Coffee May Not Make Your Heart Skip a Beat

Coffee May Not Make Your Heart Skip a Beat

For those that are worried their daily cup of coffee is making them jittery, researchers have some good news. A heart study has determined that regular caffeine consumption does not seem to give the heart extra beats.

The study comes from Shalini Dixit, BA, Gregory Marcus, MD, and colleagues at the University of California, San Francisco. They analyzed data from the Cardiovascular Health Study and published their findings in the Journal of the American Heart Association. The researchers looked at the consumption of foods that contain caffeine, such as coffee, tea, and chocolate, and its possible relationship to premature atrial contractions (PACs) and premature ventricular contractions (PVCs), both forms of cardiac dysrhythmia. Basically, that is heart palpitations that someone may feel as their heart skipping a beat.

Study participants included 1,388 people over the age of 64 who did not have persistent atrial fibrillation. The participants provided information about their food consumption and had their heart monitored for 24 hours. More than 60 percent of the participants said they consumed more than one caffeinated product every day, with women and alcohol drinkers consuming more caffeine on average.

Coffee Cup With Message

As the message in this coffee cup suggests, heart problems may not be a reason to quit drinking coffee.

The researchers looked at those who consumed caffeine over a long period at time. What they found was those people did not have an increased risk of heart palpitations over those who did not consume much caffeine. More frequent caffeine consumption was not linked to abnormal heart rhythms. Together with other studies that suggest that chronic coffee consumption does not raise blood pressure, this study suggests that consuming caffeine is generally safe for the heart.

There were some limitations to the study, however. While the researchers looked at caffeine consumption over a long period of time, they did not look at the consumption of large amounts of caffeine at once. More research would be needed to see the effects of heavy caffeine consumption. They also relied on information from the patients about their general caffeine consumption but did not look at the consumption right before the 24 hour heart monitoring session.

Normally, doctors recommend those with heart palpitations to avoid drinking coffee and consuming other products that contain caffeine. However, other studies have suggested caffeine may help decrease the risk of heart problems. While more research may be needed to see exactly what is going on, the good news for coffee lovers is that they may not have to give up their daily drink.
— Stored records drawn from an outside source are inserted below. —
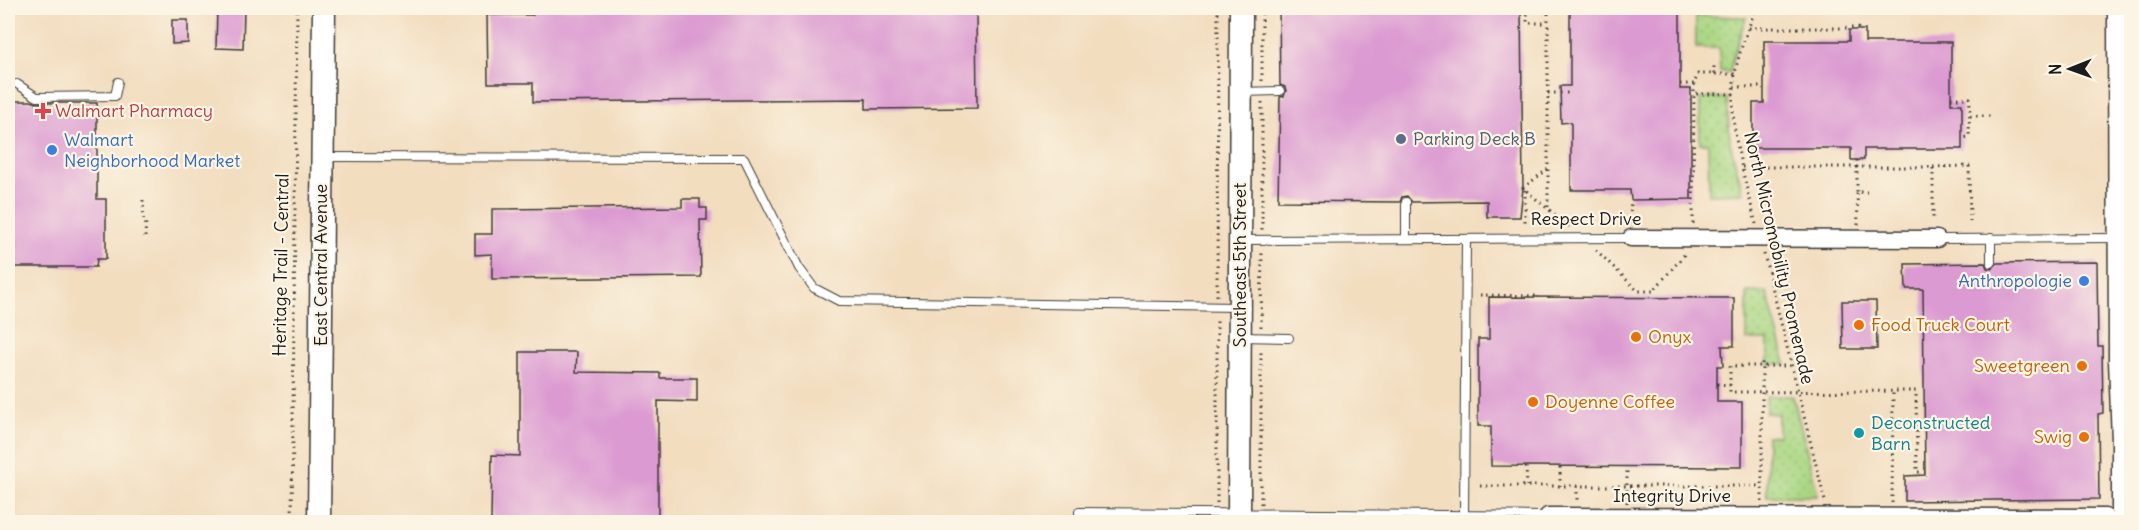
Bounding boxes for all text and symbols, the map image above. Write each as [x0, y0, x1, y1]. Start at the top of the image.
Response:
north arrow [2040, 39, 2100, 99]
text: N [2045, 64, 2065, 75]
place label: Walmart Pharmacy [55, 99, 213, 122]
marker: Walmart Pharmacy [36, 104, 50, 118]
place label: Parking Deck B [1413, 127, 1536, 150]
place label: Walmart Neighborhood Market [64, 128, 240, 172]
street label: North Micromobility Promenade [1739, 129, 1820, 386]
marker: Parking Deck B [1394, 132, 1408, 146]
marker: Walmart Neighborhood Market [45, 143, 59, 157]
street label: Heritage Trail - Central [267, 173, 294, 357]
street label: Southeast 5th Street [1228, 183, 1251, 347]
street label: East Central Avenue [309, 184, 332, 346]
street label: Respect Drive [1530, 207, 1642, 230]
place label: Anthropologie [1958, 269, 2072, 292]
marker: Anthropologie [2077, 274, 2091, 288]
place label: Food Truck Court [1871, 313, 2010, 336]
marker: Food Truck Court [1852, 318, 1866, 332]
place label: Onyx [1648, 325, 1691, 348]
marker: Onyx [1629, 330, 1643, 344]
place label: Sweetgreen [1974, 354, 2070, 377]
marker: Sweetgreen [2075, 359, 2089, 373]
place label: Doyenne Coffee [1545, 390, 1675, 413]
marker: Doyenne Coffee [1526, 395, 1540, 409]
place label: Deconstructed Barn [1871, 411, 1991, 455]
place label: Swig [2034, 425, 2072, 448]
marker: Deconstructed Barn [1852, 426, 1866, 440]
marker: Swig [2077, 430, 2091, 444]
street label: Integrity Drive [1613, 484, 1731, 507]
However, it is best to talk to a doctor because some patients may be affected more by caffeine than others.

Heart arrhythmia happens when the electrical impulses causing the heart to beat are a little off, causing the heart to beat irregularly, too slowly, or too quickly. Patients with heart arrhythmia may feel like their heart is racing or fluttering, which can be bothersome or, in some cases, life-threatening. Symptoms of arrhythmia may include chest pain, shortness of breath, dizziness, and even fainting. Abnormal heart rhythms may not provide an immediate threat to most patients, but other studies have linked them with an increased risk of heart attack, stroke, and death.

If the heart continues to beat irregularly over a long period of time, it may not be able to pump blood effectively. This can lead to heart failure or, if the blood pools and clots, it could lead to blood clots. If the blood clots then travel to the brain, it could cause a stroke.

Doctors believe the risk factors for abnormal heart rhythms include smoking, alcohol consumption, illegal drugs, medications and supplements, an electrolyte imbalance, high blood pressure, diabetes, sleep apnea, thyroid problems, and heart disease. Although caffeine consumption was originally included in this list, the current study suggests that may not be the case. Coffee drinkers will likely be happy to hear so.